WORK REQUEST >> I need the lines from the one holding "What data does the picture" to the last line of the data below repeated exactly, both included, without pictures.

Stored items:
---------------

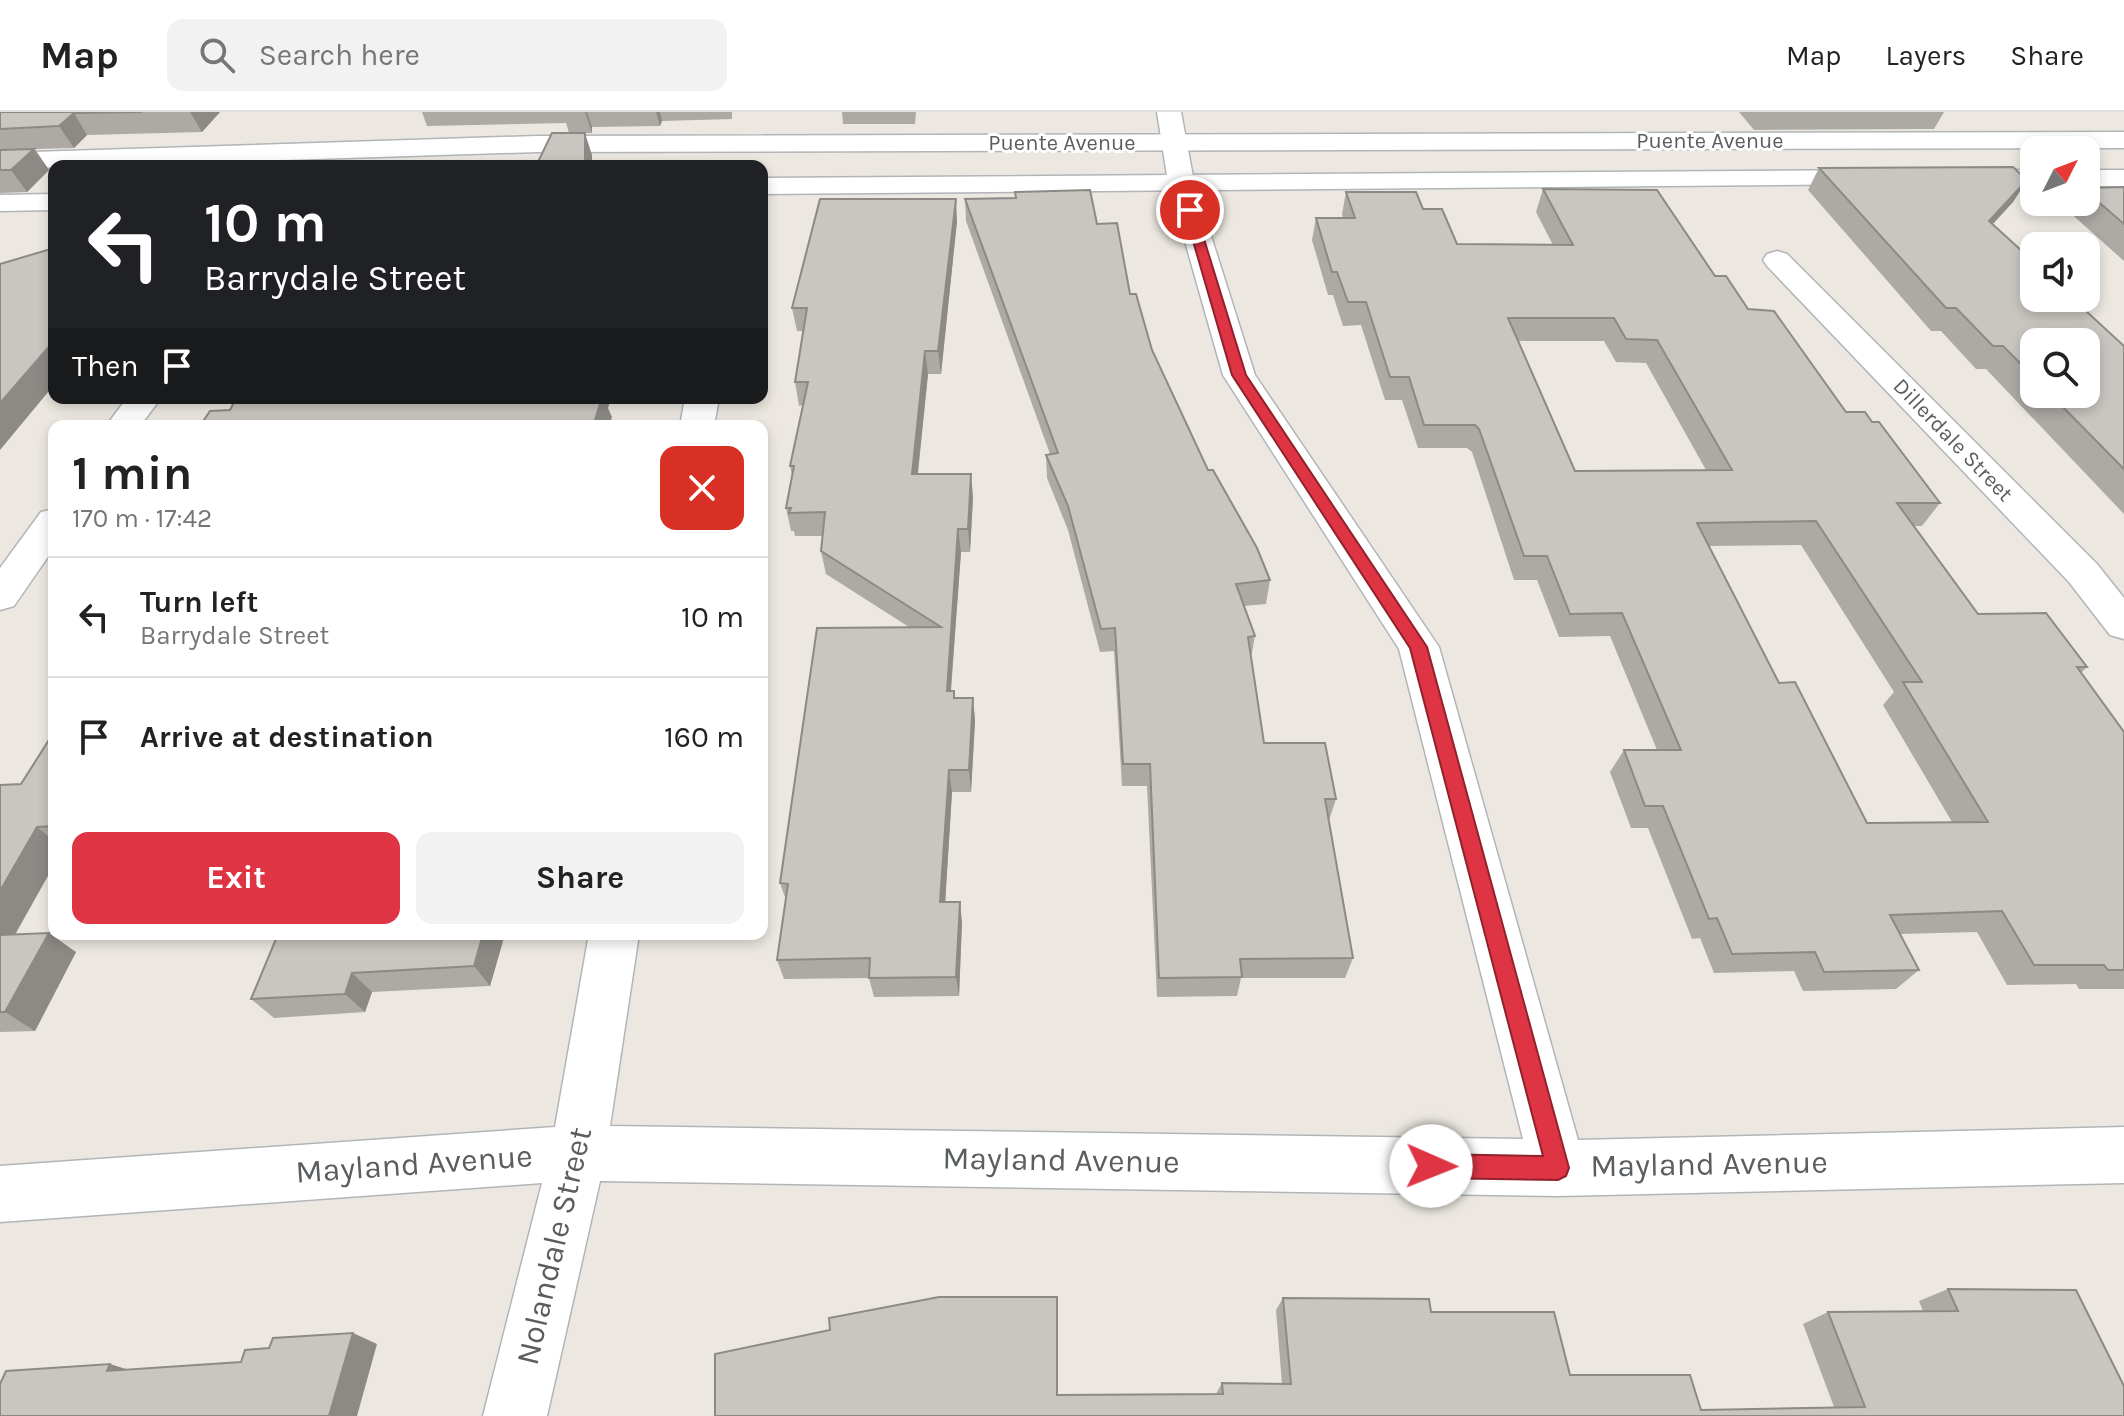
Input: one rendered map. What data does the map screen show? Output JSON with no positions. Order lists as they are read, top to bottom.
{
  "streets": {
    "main road": [
      "Puente Avenue",
      "Dillerdale Street",
      "Mayland Avenue",
      "Nolandale Street"
    ]
  },
  "crossings": [
    ["Mayland Avenue", "Nolandale Street"]
  ],
  "north": "top right",
  "page": {
    "header": "Map",
    "search": "Search here",
    "nav": ["Map", "Layers", "Share"],
    "turn": ["10 m", "Barrydale Street"],
    "then": "Then",
    "heading": ["1 min", "170 m · 17:42"],
    "list": [
      {
        "name": "Turn left",
        "note": "Barrydale Street",
        "value": "10 m"
      },
      {
        "name": "Arrive at destination",
        "value": "160 m"
      }
    ],
    "buttons": ["Exit", "Share"]
  }
}
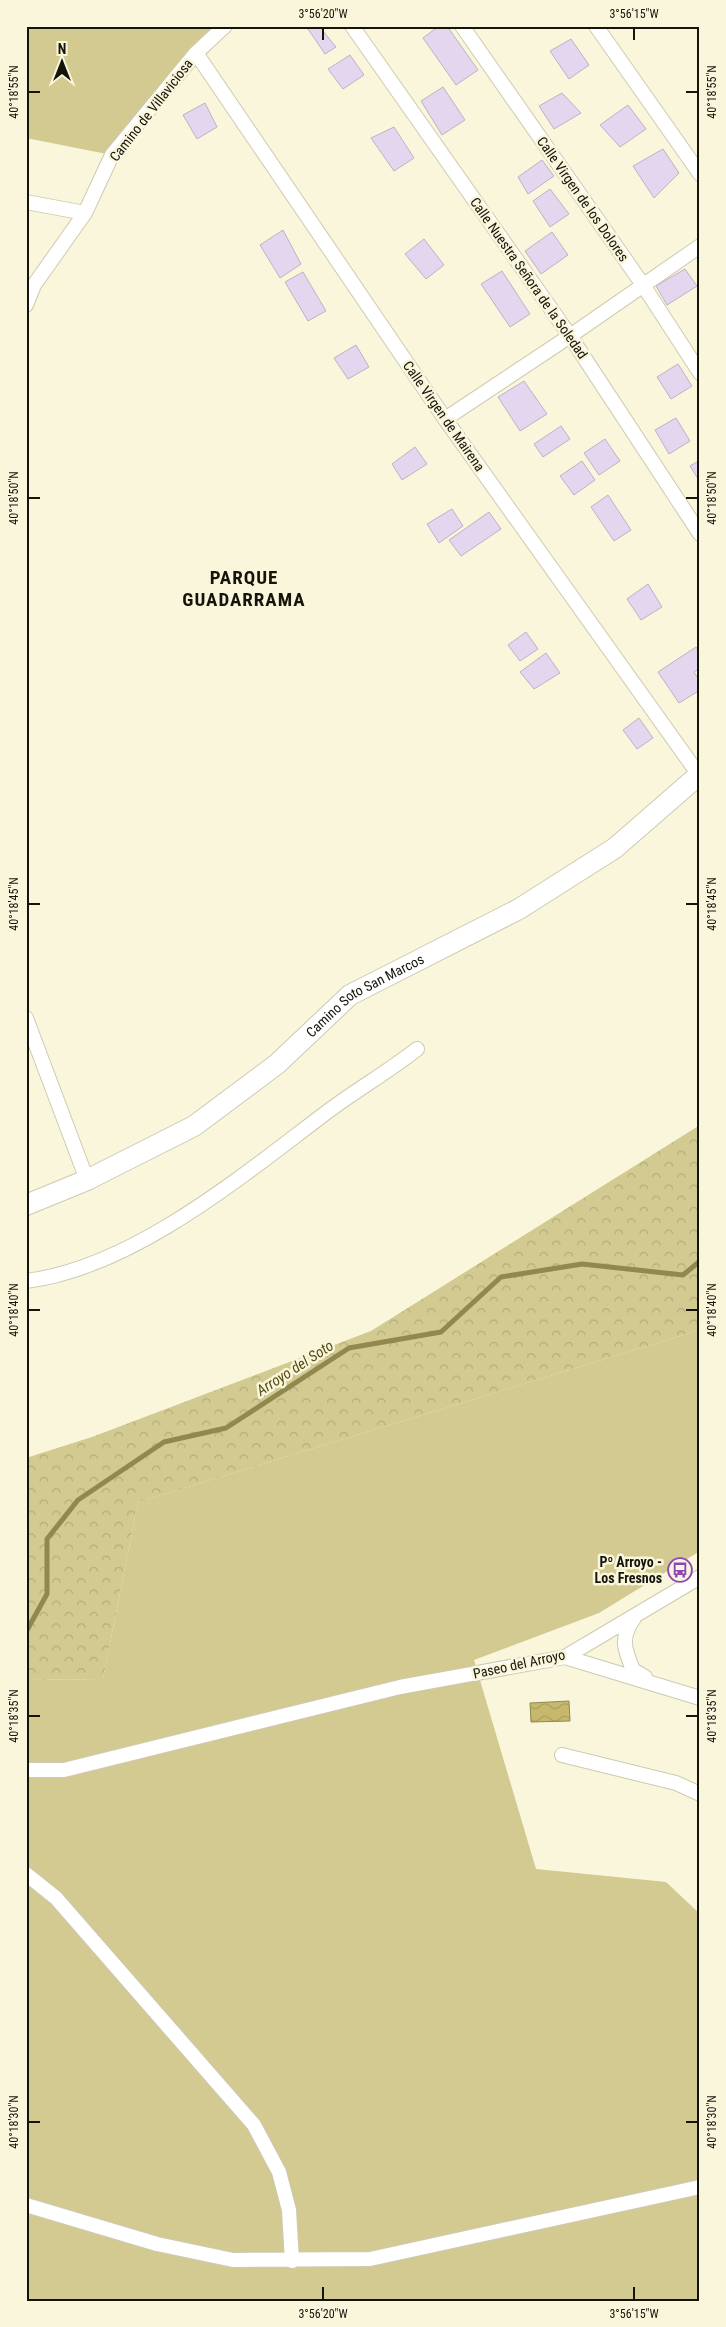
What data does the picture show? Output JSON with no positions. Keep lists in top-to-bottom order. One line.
{"streets":{"street":["Camino de Villaviciosa","Calle Virgen de los Dolores","Calle Nuestra Señora de la Soledad","Calle Virgen de Mairena","Camino Soto San Marcos","Paseo del Arroyo"]},"crossings":[["Camino de Villaviciosa","Calle Virgen de Mairena"],["Calle Virgen de Mairena","Camino Soto San Marcos"]],"districts":["PARQUE GUADARRAMA"],"water":["Arroyo del Soto"],"places":{"bus stop":["Pº Arroyo - Los Fresnos"]},"north":"top","coordinates":["3°56'20\"W","3°56'15\"W","40°18'55\"N","40°18'50\"N","40°18'45\"N","40°18'40\"N","40°18'35\"N","40°18'30\"N"]}
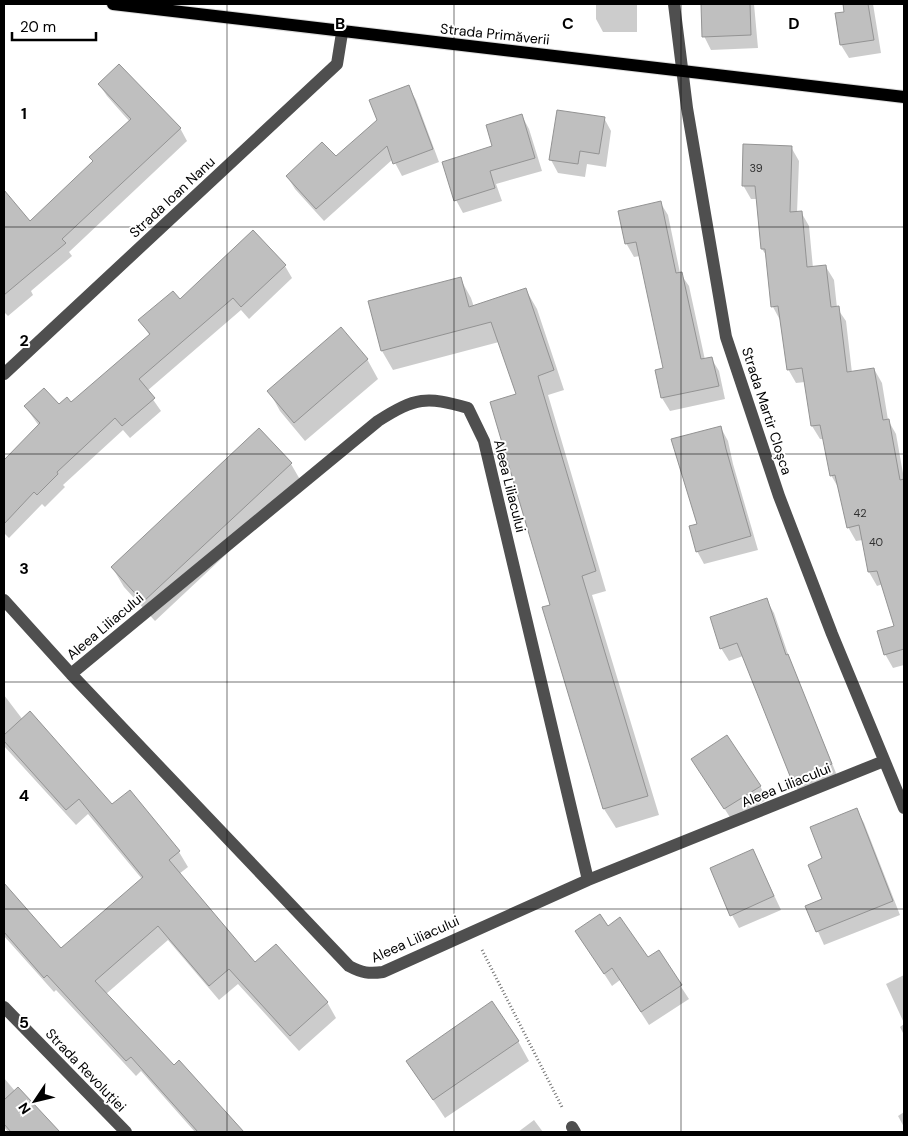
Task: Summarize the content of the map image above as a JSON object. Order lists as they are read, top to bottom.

---------------

ANSWER SECTION >>
What data does the picture show? Output JSON with no positions. Keep lists in top-to-bottom order. One line.
{"streets":{"street":["Camino de Villaviciosa","Calle Virgen de los Dolores","Calle Nuestra Señora de la Soledad","Calle Virgen de Mairena","Camino Soto San Marcos","Paseo del Arroyo"]},"crossings":[["Camino de Villaviciosa","Calle Virgen de Mairena"],["Calle Virgen de Mairena","Camino Soto San Marcos"]],"districts":["PARQUE GUADARRAMA"],"water":["Arroyo del Soto"],"places":{"bus stop":["Pº Arroyo - Los Fresnos"]},"north":"top","coordinates":["3°56'20\"W","3°56'15\"W","40°18'55\"N","40°18'50\"N","40°18'45\"N","40°18'40\"N","40°18'35\"N","40°18'30\"N"]}
Task: Summarize the content of the map image above as a JSON object. Order lists as they are read, top to bottom.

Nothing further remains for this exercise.